An extended G-equation formulation for simulating thermodiffusively unstable hydrogen flames

Hydrogen flames featuring thermodiffusive instabilities are challenging to model in large eddy simulations (LES) and Reynolds-averaged Navier–Stokes (RANS) simulations, where the relevant scales of the instability are typically not resolved. Approaches for modeling thermodiffusively unstable flames have mostly been formulated and validated for laminar flames, where interactions with turbulence are not considered. This study aims to extend the G -equation model for turbulent thermodiffusively unstable hydrogen flames in the context of RANS simulations. Despite the rise of the available computational resources and the development in high-fidelity LES and direct numerical simulations (DNS), RANS simulations are still the most employed approach in industrial applications, especially for design and operation optimization. In this study, the formulation of the turbulent flame speed as part of the G -equation combustion model was modified by coupling the empirical scaling relations for flame speed and thickness, which were derived from DNS of turbulent hydrogen flames and consider the effects of thermodiffusive instabilities and their interactions with turbulence.

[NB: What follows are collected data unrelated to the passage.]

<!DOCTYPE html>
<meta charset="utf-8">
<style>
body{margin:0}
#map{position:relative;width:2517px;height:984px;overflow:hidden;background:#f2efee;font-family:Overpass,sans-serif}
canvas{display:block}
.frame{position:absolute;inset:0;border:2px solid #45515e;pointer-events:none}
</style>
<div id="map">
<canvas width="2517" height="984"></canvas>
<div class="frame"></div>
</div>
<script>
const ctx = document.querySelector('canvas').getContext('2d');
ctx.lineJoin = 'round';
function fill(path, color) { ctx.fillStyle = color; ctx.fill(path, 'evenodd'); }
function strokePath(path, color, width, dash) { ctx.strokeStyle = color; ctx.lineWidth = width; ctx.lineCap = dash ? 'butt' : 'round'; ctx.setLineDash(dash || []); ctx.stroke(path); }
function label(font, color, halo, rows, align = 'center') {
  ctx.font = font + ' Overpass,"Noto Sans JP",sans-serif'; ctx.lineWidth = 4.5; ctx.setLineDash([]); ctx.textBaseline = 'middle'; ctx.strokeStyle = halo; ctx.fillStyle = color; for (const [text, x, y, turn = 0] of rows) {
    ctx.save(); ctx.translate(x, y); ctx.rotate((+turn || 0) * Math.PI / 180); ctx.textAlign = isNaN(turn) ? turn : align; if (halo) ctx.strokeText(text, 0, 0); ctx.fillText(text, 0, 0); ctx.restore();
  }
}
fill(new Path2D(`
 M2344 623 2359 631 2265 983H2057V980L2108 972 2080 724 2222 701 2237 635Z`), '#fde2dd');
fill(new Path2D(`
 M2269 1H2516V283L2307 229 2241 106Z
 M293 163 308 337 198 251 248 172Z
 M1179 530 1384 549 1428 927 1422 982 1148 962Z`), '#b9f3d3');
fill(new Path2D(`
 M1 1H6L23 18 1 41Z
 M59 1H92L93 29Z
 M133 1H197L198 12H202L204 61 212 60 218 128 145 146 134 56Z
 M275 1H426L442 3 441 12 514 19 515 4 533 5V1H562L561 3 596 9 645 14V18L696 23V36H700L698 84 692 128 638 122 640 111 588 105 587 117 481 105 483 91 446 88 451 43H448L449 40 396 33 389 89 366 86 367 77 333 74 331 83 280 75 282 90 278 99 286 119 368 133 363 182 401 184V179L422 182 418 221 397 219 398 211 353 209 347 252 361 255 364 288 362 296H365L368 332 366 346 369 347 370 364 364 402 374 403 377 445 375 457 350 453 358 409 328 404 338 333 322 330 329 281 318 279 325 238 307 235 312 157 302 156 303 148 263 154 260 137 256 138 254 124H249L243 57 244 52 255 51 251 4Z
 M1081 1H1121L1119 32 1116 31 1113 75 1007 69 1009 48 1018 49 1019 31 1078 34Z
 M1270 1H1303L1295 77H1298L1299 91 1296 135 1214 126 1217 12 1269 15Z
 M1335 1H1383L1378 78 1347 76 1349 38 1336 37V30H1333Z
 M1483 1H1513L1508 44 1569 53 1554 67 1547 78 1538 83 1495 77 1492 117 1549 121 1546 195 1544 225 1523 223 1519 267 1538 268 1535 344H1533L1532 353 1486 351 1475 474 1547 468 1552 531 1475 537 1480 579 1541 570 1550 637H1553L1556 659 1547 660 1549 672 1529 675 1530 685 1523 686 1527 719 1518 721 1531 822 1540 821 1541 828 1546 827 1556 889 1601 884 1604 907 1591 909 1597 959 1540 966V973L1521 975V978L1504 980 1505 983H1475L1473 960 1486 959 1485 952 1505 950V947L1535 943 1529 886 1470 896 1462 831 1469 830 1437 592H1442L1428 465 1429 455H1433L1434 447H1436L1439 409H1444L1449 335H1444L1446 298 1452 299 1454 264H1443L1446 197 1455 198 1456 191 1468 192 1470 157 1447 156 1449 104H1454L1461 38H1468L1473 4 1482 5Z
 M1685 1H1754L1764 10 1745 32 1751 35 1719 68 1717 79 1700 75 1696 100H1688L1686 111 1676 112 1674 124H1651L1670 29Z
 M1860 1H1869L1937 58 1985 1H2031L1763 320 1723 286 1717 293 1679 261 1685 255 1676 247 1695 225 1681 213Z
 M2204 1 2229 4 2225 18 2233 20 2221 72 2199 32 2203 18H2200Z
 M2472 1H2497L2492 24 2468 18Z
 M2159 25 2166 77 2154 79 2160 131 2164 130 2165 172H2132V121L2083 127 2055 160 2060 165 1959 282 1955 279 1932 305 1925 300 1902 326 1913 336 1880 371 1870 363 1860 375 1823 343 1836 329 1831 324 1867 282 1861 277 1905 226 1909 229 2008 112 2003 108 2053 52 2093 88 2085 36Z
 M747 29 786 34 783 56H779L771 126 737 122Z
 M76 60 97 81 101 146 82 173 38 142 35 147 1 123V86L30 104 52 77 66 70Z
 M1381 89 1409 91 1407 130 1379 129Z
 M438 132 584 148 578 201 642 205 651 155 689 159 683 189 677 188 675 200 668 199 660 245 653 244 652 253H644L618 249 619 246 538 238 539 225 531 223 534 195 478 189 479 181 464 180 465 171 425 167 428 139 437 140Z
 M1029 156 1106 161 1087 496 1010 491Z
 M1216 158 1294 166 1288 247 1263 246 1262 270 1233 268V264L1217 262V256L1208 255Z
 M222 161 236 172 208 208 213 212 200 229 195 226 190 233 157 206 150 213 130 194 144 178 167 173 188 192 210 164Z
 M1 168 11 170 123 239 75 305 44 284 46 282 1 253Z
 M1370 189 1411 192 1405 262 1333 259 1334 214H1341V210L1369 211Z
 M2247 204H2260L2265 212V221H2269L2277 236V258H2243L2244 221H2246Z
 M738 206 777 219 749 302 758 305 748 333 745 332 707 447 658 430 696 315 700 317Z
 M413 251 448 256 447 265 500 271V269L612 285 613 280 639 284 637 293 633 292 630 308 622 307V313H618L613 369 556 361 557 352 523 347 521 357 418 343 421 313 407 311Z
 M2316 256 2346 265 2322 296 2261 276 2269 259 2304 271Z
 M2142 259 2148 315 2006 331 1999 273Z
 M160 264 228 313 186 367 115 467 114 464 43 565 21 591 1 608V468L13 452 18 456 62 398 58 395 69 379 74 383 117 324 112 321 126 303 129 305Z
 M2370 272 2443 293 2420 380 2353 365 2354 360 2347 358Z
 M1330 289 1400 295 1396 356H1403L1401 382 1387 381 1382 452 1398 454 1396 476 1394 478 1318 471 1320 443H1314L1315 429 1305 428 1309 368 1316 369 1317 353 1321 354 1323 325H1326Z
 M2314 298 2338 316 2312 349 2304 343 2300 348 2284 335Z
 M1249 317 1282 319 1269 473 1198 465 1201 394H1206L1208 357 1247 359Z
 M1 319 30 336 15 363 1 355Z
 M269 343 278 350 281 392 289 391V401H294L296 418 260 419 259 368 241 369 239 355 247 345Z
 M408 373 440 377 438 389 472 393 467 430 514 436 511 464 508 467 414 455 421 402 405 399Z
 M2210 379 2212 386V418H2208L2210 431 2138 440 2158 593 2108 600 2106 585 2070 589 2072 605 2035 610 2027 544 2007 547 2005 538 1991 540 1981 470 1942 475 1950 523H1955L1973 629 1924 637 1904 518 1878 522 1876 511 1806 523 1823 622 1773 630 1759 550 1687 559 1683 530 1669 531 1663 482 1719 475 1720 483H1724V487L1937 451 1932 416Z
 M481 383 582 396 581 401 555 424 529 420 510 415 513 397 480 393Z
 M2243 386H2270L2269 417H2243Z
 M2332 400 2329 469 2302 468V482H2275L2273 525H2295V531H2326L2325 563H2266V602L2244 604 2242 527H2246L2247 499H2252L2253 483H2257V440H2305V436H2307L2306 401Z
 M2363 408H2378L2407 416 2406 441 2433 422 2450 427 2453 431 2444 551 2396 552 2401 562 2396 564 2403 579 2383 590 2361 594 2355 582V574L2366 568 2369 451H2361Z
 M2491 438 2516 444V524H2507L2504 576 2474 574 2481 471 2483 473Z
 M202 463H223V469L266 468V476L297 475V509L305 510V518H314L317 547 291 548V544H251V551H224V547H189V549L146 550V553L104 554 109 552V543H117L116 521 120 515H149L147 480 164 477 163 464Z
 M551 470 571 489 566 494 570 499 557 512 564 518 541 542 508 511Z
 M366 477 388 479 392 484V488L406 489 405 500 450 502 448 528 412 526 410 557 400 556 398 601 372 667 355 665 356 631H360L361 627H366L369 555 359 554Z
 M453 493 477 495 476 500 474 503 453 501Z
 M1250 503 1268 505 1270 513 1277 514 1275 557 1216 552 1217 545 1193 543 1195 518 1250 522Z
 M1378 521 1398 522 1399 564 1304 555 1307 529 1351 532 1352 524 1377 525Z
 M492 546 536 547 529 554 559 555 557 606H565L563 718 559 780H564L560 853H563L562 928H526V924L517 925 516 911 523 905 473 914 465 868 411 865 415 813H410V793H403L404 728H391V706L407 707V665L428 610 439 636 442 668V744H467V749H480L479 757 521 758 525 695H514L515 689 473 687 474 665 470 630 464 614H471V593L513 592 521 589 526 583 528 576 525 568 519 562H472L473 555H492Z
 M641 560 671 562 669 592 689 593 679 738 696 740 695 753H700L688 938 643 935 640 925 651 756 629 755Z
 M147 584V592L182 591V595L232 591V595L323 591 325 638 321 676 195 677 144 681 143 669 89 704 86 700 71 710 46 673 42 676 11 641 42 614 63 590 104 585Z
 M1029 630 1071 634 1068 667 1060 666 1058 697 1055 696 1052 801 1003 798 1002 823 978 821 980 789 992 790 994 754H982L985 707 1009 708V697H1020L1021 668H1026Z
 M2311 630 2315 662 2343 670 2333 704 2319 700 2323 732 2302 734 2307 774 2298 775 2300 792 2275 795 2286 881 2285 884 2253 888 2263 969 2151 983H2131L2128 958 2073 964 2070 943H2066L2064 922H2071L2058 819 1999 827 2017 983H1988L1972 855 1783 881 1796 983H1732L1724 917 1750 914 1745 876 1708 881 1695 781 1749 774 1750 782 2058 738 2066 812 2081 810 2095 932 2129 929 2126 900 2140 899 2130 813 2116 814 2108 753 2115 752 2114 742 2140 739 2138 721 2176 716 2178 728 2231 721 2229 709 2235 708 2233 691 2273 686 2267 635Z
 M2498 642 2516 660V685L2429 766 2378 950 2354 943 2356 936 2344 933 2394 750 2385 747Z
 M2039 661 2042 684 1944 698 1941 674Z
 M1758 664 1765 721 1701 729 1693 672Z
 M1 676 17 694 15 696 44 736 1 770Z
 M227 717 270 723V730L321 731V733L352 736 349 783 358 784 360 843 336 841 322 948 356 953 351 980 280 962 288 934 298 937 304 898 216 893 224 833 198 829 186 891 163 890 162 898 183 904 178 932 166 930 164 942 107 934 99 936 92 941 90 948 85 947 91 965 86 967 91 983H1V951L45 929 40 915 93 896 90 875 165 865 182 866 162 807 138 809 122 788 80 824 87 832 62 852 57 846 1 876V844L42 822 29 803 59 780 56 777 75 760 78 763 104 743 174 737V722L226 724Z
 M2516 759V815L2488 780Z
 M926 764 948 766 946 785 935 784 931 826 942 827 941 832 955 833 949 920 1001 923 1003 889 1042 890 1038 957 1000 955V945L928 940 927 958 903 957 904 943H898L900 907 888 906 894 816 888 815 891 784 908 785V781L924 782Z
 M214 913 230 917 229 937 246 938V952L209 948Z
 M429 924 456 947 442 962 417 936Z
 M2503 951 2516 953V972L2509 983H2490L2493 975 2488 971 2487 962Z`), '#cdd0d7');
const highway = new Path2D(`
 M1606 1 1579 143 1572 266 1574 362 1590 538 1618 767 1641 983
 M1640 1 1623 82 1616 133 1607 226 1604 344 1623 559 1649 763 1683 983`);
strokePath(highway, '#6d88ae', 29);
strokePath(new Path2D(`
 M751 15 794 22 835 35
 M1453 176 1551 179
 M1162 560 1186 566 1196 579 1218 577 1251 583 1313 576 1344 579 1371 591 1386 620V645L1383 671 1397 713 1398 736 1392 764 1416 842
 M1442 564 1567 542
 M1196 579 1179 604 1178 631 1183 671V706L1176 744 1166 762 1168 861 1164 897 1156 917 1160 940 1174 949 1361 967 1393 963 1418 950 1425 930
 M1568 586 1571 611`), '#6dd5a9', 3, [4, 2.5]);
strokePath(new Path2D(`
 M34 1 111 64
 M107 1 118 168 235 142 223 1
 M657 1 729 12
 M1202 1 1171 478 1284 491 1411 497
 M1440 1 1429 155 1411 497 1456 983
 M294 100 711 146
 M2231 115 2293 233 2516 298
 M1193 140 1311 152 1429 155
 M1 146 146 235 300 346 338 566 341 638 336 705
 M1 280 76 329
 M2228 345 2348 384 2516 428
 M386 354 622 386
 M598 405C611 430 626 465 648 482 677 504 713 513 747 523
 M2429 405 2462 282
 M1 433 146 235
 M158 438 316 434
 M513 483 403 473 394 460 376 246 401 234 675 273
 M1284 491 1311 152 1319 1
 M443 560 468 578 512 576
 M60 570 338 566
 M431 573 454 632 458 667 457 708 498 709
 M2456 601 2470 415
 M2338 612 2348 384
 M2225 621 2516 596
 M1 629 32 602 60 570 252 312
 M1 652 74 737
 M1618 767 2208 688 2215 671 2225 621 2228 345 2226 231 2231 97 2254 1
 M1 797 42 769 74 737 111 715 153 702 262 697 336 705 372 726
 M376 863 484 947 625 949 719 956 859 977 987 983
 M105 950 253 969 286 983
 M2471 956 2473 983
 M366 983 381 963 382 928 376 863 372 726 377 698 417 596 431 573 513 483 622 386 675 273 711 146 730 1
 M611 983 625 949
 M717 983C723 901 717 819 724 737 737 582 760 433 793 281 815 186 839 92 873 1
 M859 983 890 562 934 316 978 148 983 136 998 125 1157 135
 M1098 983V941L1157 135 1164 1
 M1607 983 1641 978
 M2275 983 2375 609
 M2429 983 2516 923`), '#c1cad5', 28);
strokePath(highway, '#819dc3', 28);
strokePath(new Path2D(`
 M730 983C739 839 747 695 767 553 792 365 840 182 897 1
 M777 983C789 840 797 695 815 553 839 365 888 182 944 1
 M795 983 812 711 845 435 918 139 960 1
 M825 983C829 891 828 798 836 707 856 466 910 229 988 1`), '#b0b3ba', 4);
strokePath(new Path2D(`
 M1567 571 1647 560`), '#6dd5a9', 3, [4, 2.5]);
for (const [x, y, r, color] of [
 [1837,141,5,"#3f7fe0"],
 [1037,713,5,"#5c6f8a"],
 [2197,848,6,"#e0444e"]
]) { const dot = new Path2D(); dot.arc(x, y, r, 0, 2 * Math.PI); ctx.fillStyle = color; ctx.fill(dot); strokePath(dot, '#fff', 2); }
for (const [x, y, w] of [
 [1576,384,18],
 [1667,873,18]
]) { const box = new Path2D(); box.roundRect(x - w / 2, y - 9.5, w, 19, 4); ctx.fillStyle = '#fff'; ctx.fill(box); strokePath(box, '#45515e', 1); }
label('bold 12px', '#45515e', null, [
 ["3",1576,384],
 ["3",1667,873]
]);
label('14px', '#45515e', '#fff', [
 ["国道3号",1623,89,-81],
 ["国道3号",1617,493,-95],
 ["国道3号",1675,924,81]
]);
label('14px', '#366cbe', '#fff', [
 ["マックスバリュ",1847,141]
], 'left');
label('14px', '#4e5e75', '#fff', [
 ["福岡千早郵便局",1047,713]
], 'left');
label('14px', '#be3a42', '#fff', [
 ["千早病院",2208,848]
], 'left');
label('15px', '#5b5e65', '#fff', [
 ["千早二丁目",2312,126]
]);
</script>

Here, a new relation is proposed to account for cases with high Karlovitz numbers, where increasing turbulence intensity leads to suppression of thermodiffusive instabilities. The derived model was applied to RANS simulations of two hydrogen flame configurations. The first configuration corresponds to a DNS database of two premixed turbulent jet flames. One accounts for thermodiffusive instabilities, while the other disables them by setting the Lewis numbers of all species to unity. The second configuration is performed for a research hydrogen engine, where two operating conditions were considered: one with a stoichiometric mixture and the other with a lean mixture representing conditions without and with strong thermodiffusive instabilities, respectively. Significant improvement in the prediction of the flame length of the jet flame and the in-cylinder pressure of the research engine was achieved with the extended model. The super-adiabatic temperatures due to thermodiffusive instabilities cannot be captured by the extended model, indicating a potential for further improvement for cases where the temperature distribution is of interest.